Salud
Por: Sofía Leviaguirre
¿Tu pastillero está arruinando tus medicinas? Esto es todo lo que tienes que saber antes de meterla a tu cajita de la semana
Si tomas mil pastillas, guardarlas en una cajita para organizarte puede sonar como una gran idea, pero lo que no sabes es que tu pastillero está arruinando tus medicinas. Hoy te contamos cómo hacer para cuidar tus medicinas sin sacrificar el orden.
Si eres de las personas que cada domingo llena su pastillero para toda la semana, esto te interesa. Y es que hay códigos secretos en los empaques de tus medicinas que te dicen si puedes o no meterlas al pastillero sin apuros.
Cuando compras tus medicinas, normalmente vienen dentro de un blíster. Ese empaque sirve para mucho más que guardar las pastillas. En realidad es parte de las instrucciones. Cada medicamento es empaquetado pensando en que su estabilidad le dure toooda su vida útil. Para lograrlo, hay que protegerlo de tres grandes enemigos: la humedad, la luz, y el oxígeno. El blíster es como una barrera protectora. Por eso, hay medicinas que, al ponerlas en el pastillero, las pones en riesgo sin darte cuenta.
Seguramente has visto que algunas medicinas vienen en empaques transparentes, otros con color y otros completamente plateados.

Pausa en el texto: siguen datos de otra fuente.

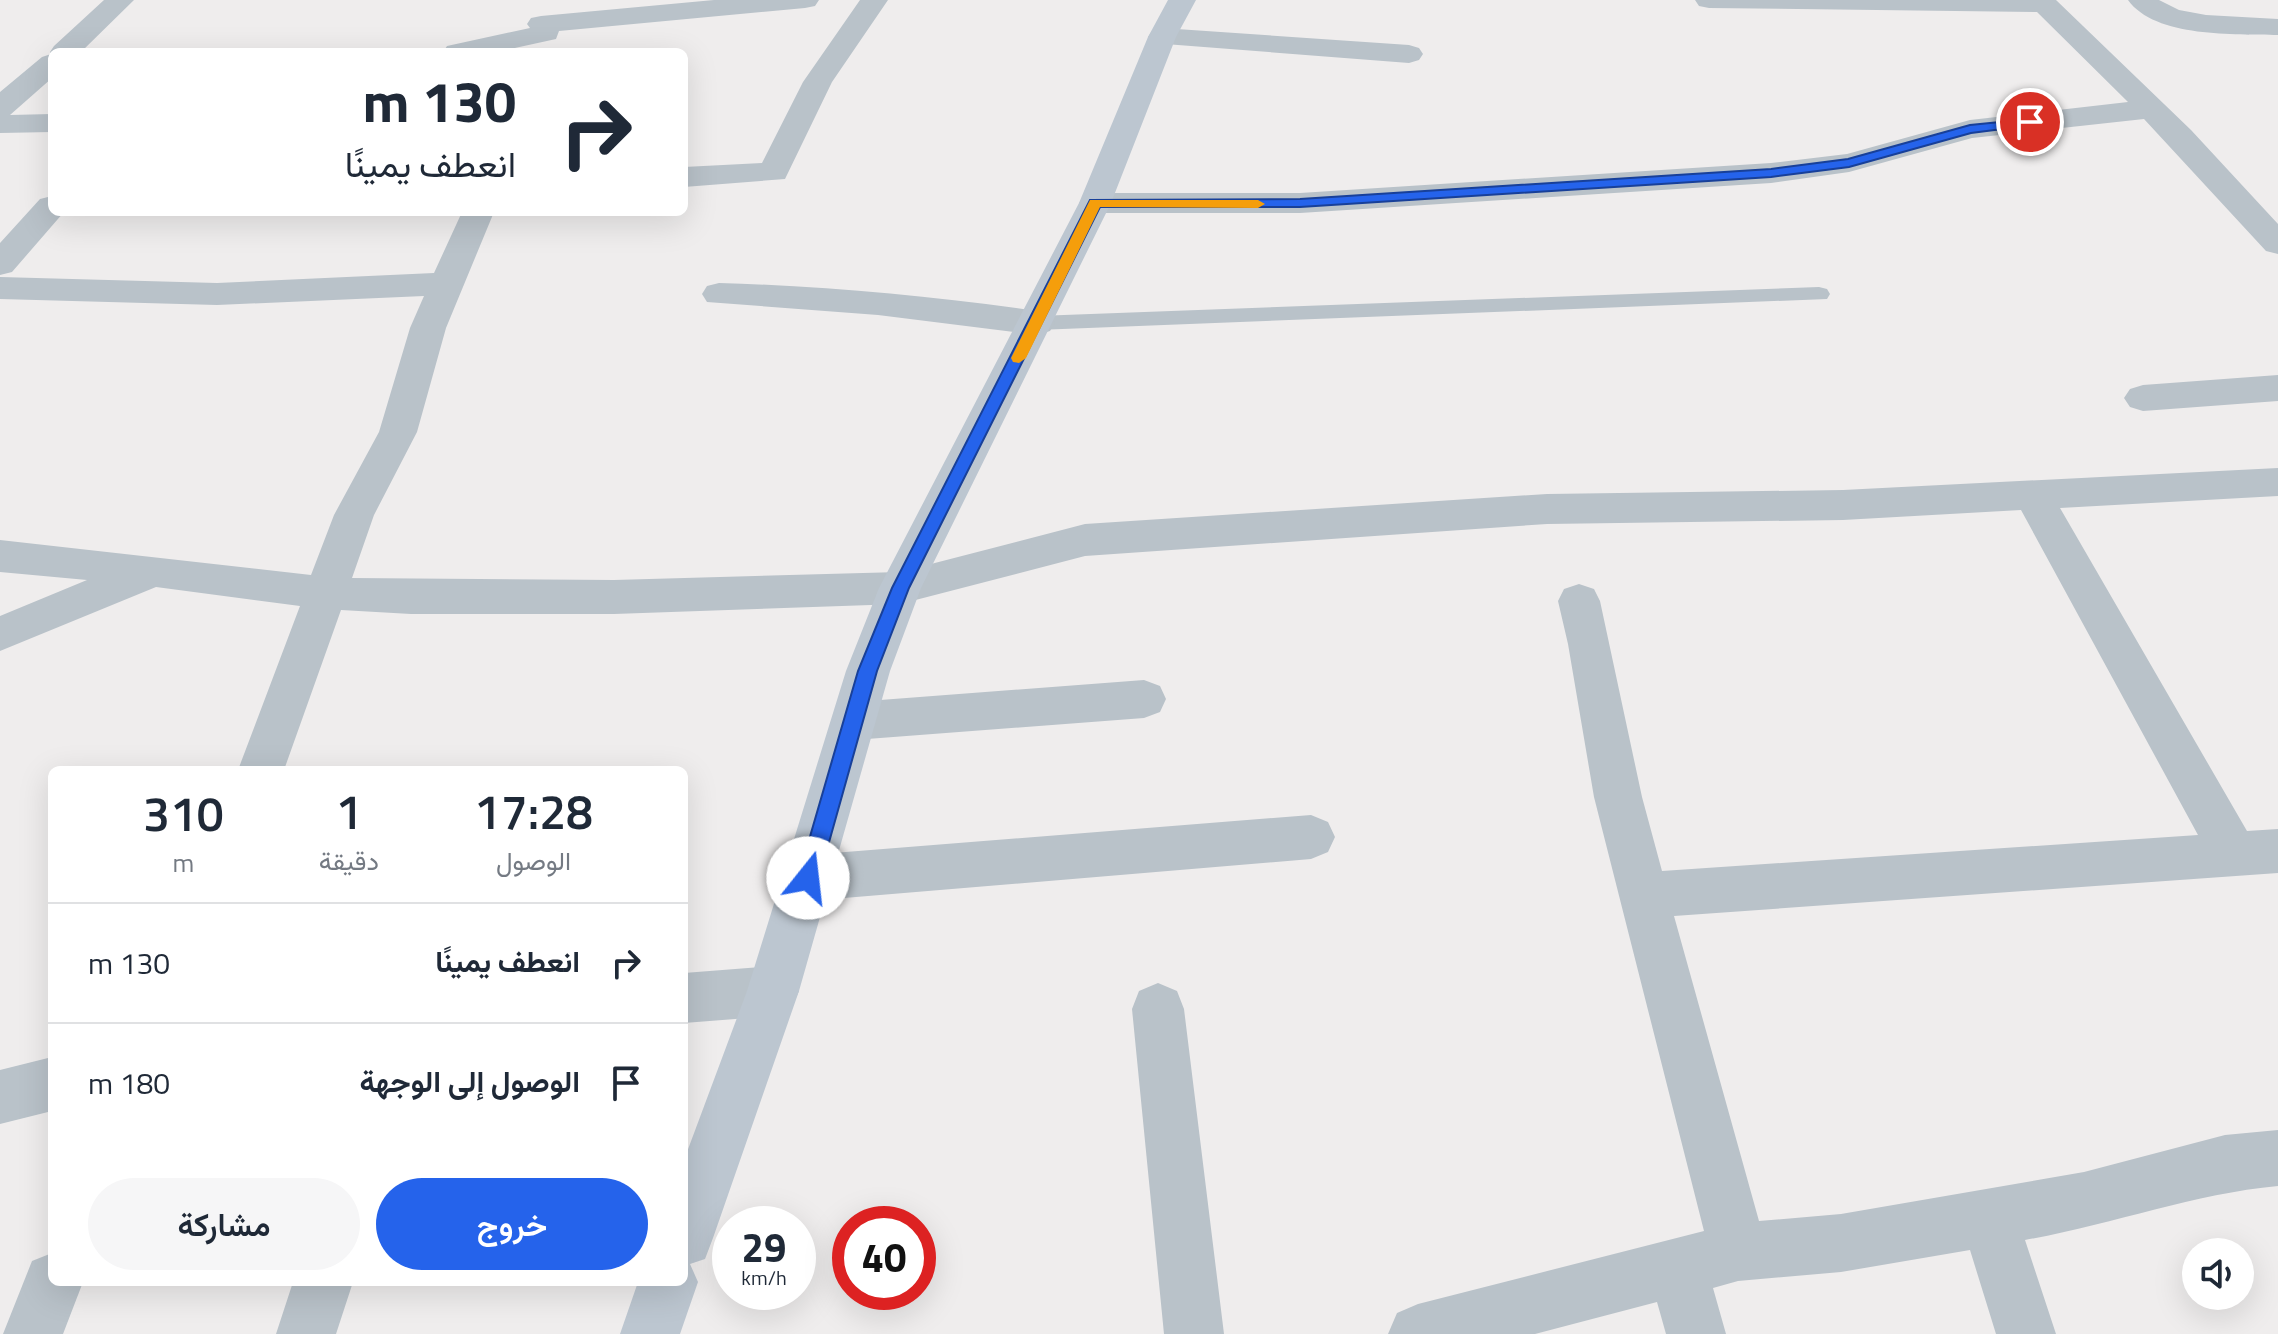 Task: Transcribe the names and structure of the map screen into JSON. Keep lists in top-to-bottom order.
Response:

Esto no es solo para que se vea bonito, es porque cada color significa algo diferente. Saberlo te puede ayudar a saber cuáles medicinas puedes poner en el pastillero y cuáles es mejor dejar en su empaque.
Blíster transparente: puedes ver la pastilla a través del plástico y se usa para medicinas a las que la luz y la humedad no las afectan tanto. Esta es la más segura para poner en el pastillero sin preocuparte.
También lee: ¿Hace muchísimo calor? Medicinas que son sensibles al calor
Blíster blanco o naranja: las medicinas que vienen empacadas en plástico blanco o naranja completamente opaco se tienen que cuidar de la luz. Sobre todo, de los rayos UV. Dejarlas bajo el sol o en luz directa puede bajarles la efectividad. Estos los puedes poner en tu pastillero si este es de algún color por el que no pase la luz (o sea, los transparentes con tinte azul, no).
Blíster de aluminio-aluminio: las medicinas que vienen en empaques completamente plateados necesitan el nivel máximo de protección, porque son sensibles a la luz, la humedad y el oxígeno. Estos son los que no deberías sacar del blíster sino hasta que te los vayas a tomar, porque dejarlos al aire libre, aunque sea un pastillero opaco, puede bajarles la efectividad. El único pastillero seguro para estos es uno hermético. Lo que sí puedes hacer es recortar el blíster y guardarlos en tu pastillero aun dentro del empaque de aluminio.
El problema en realidad está en asumir que podemos tratar a todas las medicinas igual, pero si sabes cómo guardarlas propiamente, puedes seguir usando tu pastillero para organizarte. Lo importante es siempre revisar las instrucciones de uso o preguntarle a tu doctor antes de sacar tus medicinas y vaciarlas todas en el pastillero.
Ojo, porque aunque sean pastillas que puedes sacar de su empaque, a veces queremos dividirlas para tomar media dosis, para que quepan en nuestra cajita, o para que sean más fáciles de tragar. Peeero, no todas las tabletas se pueden partir así porque sí. La regla básica es: si tiene una línea marcada a la mitad, fue diseñada para partirse. Pero, si no está marcada esa línea, partirlos puede cambiar por completo lo que le hacen a tu cuerpo.
Las que JAMÁS debes partir por la mitad son las pastillas que tienen recubrimiento, las cápsulas, y las medicinas de liberación prolongada (las que tienen abreviaturas como XR, ER, SR, CR, XL, MR). Si alguna de estas se te rompe, sí o sí tienes que tirarla. Al final, cuidar de tus medicinas es una manera de cuidar de tu salud.